WWF: Austria Built Over 10× Stephansplatz Area Each Day

WWF: Austria Built Over 10× Stephansplatz Area Each Day

APA/HELMUT FOHRINGER

In Austria, over the past decade an average daily area ten times the size of Vienna’s Stephansplatz has been built over. “Land consumption here is more than four times too high,” WWF Austria environmentalists said Thursday at an online press conference, citing the “WWF Soil Report 2025: Heavily Built-Up Austria.” They blame decades of political failures at federal, state, and local levels.

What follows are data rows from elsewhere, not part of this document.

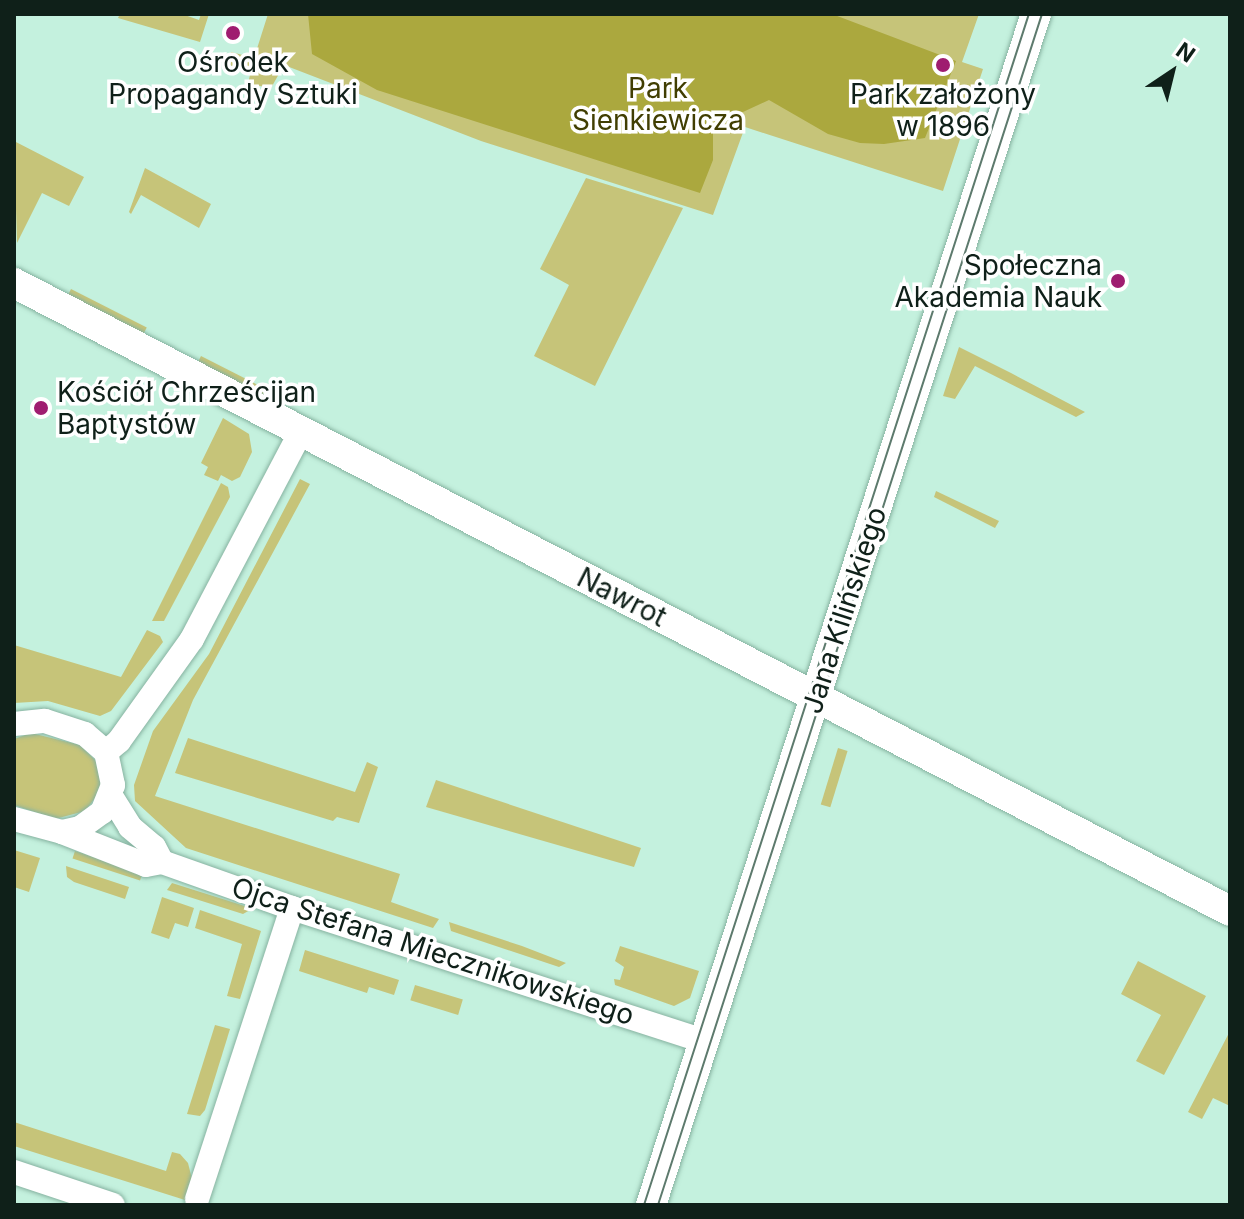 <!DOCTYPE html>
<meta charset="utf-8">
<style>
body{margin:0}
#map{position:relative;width:1244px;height:1219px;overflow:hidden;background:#c4f1de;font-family:Inter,sans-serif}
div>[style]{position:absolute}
.green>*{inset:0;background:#c6c479;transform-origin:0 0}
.forest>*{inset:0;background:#aba83e}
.roads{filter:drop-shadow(0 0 2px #86b2a0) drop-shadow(0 0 2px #86b2a0)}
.minor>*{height:24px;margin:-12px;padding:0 12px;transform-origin:12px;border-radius:12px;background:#fff}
.tertiary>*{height:30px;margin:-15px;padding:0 15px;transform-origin:15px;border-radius:15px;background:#fff}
.tram>*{height:2px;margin:-1px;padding:0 1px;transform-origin:1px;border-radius:1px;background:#5d7a6d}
.dots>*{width:22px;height:22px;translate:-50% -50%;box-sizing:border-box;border:4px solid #fff;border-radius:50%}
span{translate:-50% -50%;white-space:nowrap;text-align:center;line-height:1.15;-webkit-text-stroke:7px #fff;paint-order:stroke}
.poi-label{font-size:28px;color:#0f2019}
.right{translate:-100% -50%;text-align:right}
.left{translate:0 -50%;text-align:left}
.park-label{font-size:28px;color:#413e02}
.street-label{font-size:28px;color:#0f2019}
.frame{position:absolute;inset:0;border:16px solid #0f2019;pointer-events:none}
.north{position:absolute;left:1132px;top:32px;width:80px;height:80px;-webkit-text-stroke:6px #fff;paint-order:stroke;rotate:35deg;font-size:22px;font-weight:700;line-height:32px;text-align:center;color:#0f2019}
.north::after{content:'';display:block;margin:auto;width:28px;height:36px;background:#0f2019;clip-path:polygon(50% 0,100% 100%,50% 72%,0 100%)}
</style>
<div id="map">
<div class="green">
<div style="clip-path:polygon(120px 14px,182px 14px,199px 20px,201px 14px,209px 14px,200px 42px,118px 18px)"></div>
<div style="clip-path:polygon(268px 14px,979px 14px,962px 62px,983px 69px,943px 191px,745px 127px,713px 215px,481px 141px,284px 65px,271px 88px,248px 84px,251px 70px,228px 65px,231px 52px,254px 58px)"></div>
<div style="clip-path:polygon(14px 141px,84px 177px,69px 206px,42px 193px,17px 243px)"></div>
<div style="clip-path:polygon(145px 168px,211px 204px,199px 228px,141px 195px,131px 214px,129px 212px)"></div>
<div style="clip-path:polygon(586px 178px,683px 208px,595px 386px,534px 356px,569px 285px,540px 269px)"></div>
<div style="left:71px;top:289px;width:85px;height:7px;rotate:27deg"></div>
<div style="clip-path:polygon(959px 347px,1011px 373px,1085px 412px,1076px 417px,975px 366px,955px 399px,943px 396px)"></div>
<div style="left:201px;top:356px;width:74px;height:8px;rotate:27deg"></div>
<div style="clip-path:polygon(223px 418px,249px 434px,252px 452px,240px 477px,232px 481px,221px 475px,218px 481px,204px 475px,208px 467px,201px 463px)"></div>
<div style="clip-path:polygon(300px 479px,310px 484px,193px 700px,155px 796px,400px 874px,391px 902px,439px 919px,433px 928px,186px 848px,135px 801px,134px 785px,153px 731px,209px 654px)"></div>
<div style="clip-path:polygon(221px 483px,228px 487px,230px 497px,164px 621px,152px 621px)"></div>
<div style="clip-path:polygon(936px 491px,999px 521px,995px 528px,934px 497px)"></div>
<div style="clip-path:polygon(147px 630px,160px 636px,163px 642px,111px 711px,100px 716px,48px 701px,14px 703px,14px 645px,121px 677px)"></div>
<div style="clip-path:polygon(31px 733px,80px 745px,96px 761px,101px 783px,98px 794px,85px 811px,55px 819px,14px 805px,14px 739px)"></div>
<div style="clip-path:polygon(188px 738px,355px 792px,367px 762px,378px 767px,359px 823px,337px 817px,333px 821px,175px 773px)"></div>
<div style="left:838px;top:748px;width:10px;height:59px;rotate:17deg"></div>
<div style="clip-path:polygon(436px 780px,641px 848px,634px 867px,426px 807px)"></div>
<div style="clip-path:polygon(14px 850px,40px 858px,29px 892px,14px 887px)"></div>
<div style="left:75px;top:851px;width:71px;height:8px;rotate:18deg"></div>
<div style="clip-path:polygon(66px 866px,129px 887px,125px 899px,74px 882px,67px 877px)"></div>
<div style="clip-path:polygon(172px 883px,251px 908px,250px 910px,243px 914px,167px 890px)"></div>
<div style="clip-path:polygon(162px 897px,194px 908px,188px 927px,175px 923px,169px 939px,151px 933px)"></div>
<div style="clip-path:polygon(200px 910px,261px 931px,240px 999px,227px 996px,242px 944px,195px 928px)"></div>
<div style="clip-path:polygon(449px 922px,522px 946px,566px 963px,559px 967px,451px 931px)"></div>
<div style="clip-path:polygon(620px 946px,699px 971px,690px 998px,674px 1006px,615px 985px,614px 979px,620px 980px,624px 967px,615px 961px)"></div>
<div style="clip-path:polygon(305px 950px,399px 980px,394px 995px,369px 987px,367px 993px,299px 971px)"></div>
<div style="clip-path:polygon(1138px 961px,1206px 996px,1164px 1075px,1136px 1061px,1161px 1015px,1121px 994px)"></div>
<div style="left:415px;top:985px;width:50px;height:16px;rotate:17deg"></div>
<div style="clip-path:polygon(215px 1025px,230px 1029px,205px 1110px,200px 1116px,187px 1114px)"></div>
<div style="clip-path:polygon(1230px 1031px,1230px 1106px,1213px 1098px,1202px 1119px,1188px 1112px)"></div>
<div style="clip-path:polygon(14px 1122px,166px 1171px,172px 1152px,180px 1154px,188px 1163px,192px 1179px,185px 1200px,14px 1146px)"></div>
</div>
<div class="forest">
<div style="clip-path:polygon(308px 14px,832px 14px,956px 61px,925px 138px,884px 144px,860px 143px,828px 134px,769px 100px,730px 118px,713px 132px,713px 160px,700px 193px,377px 90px,312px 54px)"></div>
</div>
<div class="roads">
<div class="minor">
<div style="left:14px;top:724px;width:31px;rotate:-6deg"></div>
<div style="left:45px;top:721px;width:42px;rotate:18deg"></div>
<div style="left:85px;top:734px;width:28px;rotate:41deg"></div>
<div style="left:106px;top:752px;width:34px;rotate:78deg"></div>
<div style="left:113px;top:785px;width:29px;rotate:112deg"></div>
<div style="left:102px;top:812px;width:27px;rotate:144deg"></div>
<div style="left:80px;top:828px;width:18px;rotate:167deg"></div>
<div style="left:62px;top:832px;width:50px;rotate:-164.8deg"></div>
<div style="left:106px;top:752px;width:17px;rotate:-40deg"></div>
<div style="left:119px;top:741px;width:125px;rotate:-54.4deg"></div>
<div style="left:192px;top:639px;width:235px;rotate:-62.3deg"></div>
<div style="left:111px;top:796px;width:36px;rotate:58deg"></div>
<div style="left:130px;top:827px;width:31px;rotate:40deg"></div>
<div style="left:154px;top:847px;width:17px;rotate:62deg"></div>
<div style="left:62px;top:832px;width:90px;rotate:21.4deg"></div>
<div style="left:146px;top:865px;width:16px;rotate:-11deg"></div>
<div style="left:162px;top:862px;width:138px;rotate:19.5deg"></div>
<div style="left:292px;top:908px;width:432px;rotate:17.9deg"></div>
<div style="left:14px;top:1172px;width:104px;rotate:18.4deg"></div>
<div style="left:197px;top:1199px;width:306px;rotate:-71.9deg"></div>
</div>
<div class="tertiary">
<div style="left:14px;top:283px;width:1369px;rotate:27.31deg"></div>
<div style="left:651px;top:1205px;width:1252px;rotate:-72.09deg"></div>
</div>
</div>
<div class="tram">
<div style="left:644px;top:1205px;width:1252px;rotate:-72.09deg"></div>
<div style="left:658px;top:1205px;width:1251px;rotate:-72.13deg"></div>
</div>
<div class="dots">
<div style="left:233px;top:33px;background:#9f1d70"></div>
<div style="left:943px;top:65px;background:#9f1d70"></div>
<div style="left:1118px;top:281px;background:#9f1d70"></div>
<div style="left:41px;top:408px;background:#9f1d70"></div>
</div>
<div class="poi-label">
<span style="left:233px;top:78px">Ośrodek<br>Propagandy Sztuki</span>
<span style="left:943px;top:110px">Park założony<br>w 1896</span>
<span class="right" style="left:1102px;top:281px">Społeczna<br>Akademia Nauk</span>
<span class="left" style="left:57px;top:408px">Kościół Chrześcijan<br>Baptystów</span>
</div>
<div class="park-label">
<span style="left:658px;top:104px">Park<br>Sienkiewicza</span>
</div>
<div class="street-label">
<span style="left:622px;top:597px;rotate:27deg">Nawrot</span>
<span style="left:844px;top:610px;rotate:-72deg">Jana Kilińskiego</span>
<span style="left:433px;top:951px;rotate:18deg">Ojca Stefana Miecznikowskiego</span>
</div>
<div class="frame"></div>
<div class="north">N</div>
</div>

“Since 2002, when the federal government committed to a 2.5 ha/day limit, it has been missed every single year,” the experts said. From 2015–2024, soil sealing averaged 11 ha daily—one hectare being roughly Stephansplatz’s area.

Slight Decline Tied to Economy
In 2023 and 2024 soil sealing eased slightly to 8 ha and 7 ha per day, largely due to fewer recreational developments and an economic downturn.

“This high land take is one of the biggest environmental problems,” said WWF Austria’s Hanna Simons. It boosts greenhouse-gas emissions, destroys CO₂ sinks, and worsens extreme-weather impacts by reducing soils’ water-storage capacity.

According to Austria’s Spatial Planning Conference (ÖROK), settlement expansion causes 61 % of land consumption (3,453 km²), transport 30 % (1,720 km²), plus leisure areas (330 km²) and utilities (145 km²).

Political Failures & Roadbuilding Critique
WWF blames “decades of policy missteps” and says the current coalition programme lacks concrete soil-protection measures and even pushes major road projects like the Lobau motorway and Bodensee fast road.

Solutions Proposed
WWF calls for a nationwide de-sealing and greening initiative, binding federal soil-protection laws, limits on roadbuilding, and reuse of empty town-centre buildings. “A binding cap on land take is crucial—no instrument currently forces any level of government to respect an upper limit,” Simons said.